Umar Kayam mencatat bahwa mudik merupakan tradisi yang sudah ada sejak zaman kerajaan Hindu-Buddha tetapi sempat hilang. Islam datang menghilangkan beberapa tradisi yang dianggap syirik, termasuk ziarah. Tetapi kemudian Islam dan tradisi di Jawa dapat berakulturasi sehingga masyarakat bisa menerima dengan harmoni. Perlahan ziarah kubur dapat diterima dengan disisipi ajaran agama.
Seiring perubahan zaman, mudik juga mengalami pergeseran nilai. Ia tidak hanya sebagai sarana mengobati kegersangan jiwa dan pikir tapi juga sebagai sarana rekreasi, hiburan, menghamburkan uang, dan menunjukkan eksitensi sebagai manusia kota dengan perilaku hedonis dan konsumtif.
Orientasi mudik lebih mengarah pada perputaran ekonomi yang terjadi selama mudik. mudik merupakan sarana penyaluran dana dari kota ke desa. Dengan mengalirnya dana ini, dapat menggambarkan kesenjangan antara desa dan kota selain daripada untuk meratakan pendapatan. Lebih-lebih orientasi ekonomi ini diikuti dengan dampak negatif berupa budaya hedonis dan konsumtif.

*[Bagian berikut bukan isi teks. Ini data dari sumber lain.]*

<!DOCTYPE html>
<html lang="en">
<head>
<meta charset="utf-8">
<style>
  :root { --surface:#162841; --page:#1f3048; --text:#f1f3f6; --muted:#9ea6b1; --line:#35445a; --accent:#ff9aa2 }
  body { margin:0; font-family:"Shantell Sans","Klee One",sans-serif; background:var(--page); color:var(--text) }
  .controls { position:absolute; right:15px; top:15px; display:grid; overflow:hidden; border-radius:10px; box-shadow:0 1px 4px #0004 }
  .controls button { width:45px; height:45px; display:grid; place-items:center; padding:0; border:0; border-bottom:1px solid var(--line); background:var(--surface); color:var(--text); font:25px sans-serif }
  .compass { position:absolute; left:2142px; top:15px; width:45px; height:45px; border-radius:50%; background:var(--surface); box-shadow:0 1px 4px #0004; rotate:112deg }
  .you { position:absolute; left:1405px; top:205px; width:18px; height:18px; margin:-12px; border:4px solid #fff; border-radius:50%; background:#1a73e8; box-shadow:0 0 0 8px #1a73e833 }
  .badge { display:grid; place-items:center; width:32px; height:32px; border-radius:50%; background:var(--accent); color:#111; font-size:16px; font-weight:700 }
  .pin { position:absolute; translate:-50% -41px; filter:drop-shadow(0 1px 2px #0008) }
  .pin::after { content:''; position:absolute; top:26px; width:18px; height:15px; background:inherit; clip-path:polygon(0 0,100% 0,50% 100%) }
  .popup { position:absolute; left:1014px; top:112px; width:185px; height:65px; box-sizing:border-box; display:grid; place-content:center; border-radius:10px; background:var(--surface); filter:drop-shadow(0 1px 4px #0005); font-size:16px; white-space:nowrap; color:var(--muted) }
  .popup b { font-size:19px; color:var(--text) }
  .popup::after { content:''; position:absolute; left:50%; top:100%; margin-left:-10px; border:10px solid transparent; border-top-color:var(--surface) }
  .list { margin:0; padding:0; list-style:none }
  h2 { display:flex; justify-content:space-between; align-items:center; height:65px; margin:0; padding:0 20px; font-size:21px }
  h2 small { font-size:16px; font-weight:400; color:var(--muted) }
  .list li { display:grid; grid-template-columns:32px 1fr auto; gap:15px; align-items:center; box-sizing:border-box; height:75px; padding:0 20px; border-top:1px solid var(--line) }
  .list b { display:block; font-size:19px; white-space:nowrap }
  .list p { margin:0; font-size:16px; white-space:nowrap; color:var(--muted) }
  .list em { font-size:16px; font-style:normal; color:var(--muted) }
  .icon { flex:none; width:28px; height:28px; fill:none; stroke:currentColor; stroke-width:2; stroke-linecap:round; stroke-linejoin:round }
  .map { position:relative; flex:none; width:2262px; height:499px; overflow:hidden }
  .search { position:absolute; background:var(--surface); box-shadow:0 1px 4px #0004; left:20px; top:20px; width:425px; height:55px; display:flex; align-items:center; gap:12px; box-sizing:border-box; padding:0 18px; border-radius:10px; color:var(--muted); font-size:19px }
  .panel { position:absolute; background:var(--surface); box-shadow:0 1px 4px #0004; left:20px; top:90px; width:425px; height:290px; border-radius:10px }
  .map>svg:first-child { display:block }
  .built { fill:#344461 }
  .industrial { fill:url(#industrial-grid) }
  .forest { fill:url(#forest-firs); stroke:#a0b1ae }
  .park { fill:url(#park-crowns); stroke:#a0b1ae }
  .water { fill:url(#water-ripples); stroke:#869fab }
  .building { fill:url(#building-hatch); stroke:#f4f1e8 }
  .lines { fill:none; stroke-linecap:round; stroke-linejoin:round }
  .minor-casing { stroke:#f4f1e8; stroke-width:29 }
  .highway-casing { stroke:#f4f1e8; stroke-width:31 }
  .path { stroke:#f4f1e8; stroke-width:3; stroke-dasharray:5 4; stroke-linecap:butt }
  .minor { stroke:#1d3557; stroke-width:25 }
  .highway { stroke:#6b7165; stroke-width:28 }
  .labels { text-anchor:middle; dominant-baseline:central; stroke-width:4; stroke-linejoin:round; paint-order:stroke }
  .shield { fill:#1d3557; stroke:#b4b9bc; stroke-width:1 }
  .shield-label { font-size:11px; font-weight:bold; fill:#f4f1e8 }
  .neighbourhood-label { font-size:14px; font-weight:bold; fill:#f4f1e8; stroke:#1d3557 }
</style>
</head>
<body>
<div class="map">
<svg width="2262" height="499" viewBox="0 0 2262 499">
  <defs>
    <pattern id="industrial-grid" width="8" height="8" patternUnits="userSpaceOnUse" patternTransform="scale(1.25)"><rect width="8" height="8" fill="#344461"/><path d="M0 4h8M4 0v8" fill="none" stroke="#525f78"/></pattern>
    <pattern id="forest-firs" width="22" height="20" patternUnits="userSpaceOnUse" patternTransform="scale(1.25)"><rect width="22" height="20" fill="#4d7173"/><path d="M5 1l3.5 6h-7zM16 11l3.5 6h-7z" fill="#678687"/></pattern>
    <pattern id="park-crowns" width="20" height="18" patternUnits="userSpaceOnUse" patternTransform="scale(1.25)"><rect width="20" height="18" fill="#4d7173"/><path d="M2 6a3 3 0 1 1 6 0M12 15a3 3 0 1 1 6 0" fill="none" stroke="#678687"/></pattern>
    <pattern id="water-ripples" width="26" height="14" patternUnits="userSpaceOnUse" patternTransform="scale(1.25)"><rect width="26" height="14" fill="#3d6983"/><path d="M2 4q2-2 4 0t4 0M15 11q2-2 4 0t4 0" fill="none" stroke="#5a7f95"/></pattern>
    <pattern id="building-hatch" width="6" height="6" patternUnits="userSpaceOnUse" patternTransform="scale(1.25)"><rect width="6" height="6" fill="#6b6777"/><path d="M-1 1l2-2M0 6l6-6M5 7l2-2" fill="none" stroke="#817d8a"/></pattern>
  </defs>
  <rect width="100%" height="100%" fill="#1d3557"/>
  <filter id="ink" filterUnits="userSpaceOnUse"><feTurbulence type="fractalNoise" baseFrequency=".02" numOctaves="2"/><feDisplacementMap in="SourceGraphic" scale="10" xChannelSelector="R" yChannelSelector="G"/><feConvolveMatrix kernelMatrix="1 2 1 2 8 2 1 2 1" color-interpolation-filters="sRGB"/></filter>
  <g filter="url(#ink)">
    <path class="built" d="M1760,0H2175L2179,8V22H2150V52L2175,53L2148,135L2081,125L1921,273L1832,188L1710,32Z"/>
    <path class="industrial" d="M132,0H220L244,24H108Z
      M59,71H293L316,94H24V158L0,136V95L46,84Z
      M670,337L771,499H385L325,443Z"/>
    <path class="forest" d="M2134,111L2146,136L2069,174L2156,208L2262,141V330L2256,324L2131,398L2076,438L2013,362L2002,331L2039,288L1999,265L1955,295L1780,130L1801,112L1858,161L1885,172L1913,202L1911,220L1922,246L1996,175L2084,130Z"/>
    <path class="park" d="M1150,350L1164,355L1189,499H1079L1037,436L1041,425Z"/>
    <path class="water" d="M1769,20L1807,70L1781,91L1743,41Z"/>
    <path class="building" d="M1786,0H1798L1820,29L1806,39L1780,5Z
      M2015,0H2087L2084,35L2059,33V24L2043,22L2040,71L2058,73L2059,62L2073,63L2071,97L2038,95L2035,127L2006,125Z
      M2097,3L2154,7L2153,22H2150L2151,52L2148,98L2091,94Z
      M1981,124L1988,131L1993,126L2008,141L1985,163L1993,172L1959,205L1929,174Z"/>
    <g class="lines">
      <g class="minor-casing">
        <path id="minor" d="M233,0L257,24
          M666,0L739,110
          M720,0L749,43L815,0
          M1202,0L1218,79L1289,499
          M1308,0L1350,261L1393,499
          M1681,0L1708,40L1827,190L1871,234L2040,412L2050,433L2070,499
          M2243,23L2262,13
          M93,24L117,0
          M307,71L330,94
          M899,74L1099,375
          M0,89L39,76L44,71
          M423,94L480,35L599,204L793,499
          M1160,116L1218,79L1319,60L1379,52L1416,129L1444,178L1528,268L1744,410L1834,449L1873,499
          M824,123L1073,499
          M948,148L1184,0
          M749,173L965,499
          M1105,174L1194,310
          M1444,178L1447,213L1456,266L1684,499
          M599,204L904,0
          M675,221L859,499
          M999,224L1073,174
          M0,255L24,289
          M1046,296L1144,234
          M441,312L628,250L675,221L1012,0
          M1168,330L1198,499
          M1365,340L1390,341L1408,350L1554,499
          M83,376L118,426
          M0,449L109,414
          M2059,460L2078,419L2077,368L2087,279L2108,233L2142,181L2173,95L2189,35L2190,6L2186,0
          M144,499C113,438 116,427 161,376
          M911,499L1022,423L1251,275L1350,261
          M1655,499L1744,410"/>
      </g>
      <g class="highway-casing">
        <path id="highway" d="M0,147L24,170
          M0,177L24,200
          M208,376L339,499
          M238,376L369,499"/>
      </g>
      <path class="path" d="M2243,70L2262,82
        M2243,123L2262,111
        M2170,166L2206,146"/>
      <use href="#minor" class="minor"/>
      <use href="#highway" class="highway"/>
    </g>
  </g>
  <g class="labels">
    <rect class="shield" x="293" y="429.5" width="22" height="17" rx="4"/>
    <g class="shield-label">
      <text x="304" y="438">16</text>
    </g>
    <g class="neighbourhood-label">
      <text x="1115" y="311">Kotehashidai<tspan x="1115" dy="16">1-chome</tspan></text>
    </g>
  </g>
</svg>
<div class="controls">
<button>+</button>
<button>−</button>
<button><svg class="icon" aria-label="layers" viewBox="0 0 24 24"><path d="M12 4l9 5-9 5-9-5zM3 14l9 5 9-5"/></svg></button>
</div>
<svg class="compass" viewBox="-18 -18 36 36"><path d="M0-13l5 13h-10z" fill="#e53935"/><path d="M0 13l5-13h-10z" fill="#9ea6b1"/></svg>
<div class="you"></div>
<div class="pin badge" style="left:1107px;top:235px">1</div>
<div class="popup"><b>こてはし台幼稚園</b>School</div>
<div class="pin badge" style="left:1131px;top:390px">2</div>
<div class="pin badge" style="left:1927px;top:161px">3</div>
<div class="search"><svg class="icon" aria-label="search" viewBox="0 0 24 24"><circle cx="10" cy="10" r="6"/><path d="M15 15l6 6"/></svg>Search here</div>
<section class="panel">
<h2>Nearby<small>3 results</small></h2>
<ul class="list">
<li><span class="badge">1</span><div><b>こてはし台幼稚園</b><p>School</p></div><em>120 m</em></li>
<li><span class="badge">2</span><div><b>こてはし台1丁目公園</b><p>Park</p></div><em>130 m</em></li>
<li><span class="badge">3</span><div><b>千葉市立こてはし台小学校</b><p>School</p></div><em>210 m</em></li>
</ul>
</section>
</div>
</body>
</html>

Mudik dilihat dari sisi ekonomi memang menghasilkan perputaran uang yang tidak sedikit. Tradisi mudik tidak hanya terjadi di Indonesia saja. Di Malaysia juga ada tradisi mudik saat lebaran, di Filipina para pekerja akan mudik ketika perayaan Natal datang.
Mudik merupakan tradisi yang sudah ada sejak zaman kerajaan Hindu-Buddha dan terjaga hingga saat ini. Mudik bagi Kuntowijoyo (2006:109) sebagai kesadaran balik. Mudik ke kampung kelahiran merupakan upaya untuk membebaskan diri dari kesibukan aktivitas kota yang cenderung individualistik. Dalam kata mudik atau udik terdapat kesamaan arti bahwa perilaku asli manusia seharusnya mencerminkan keaslian diri seperti kolektif, jujur, dan peduli terhadap sesama sebagai ciri khas warga tempat asal.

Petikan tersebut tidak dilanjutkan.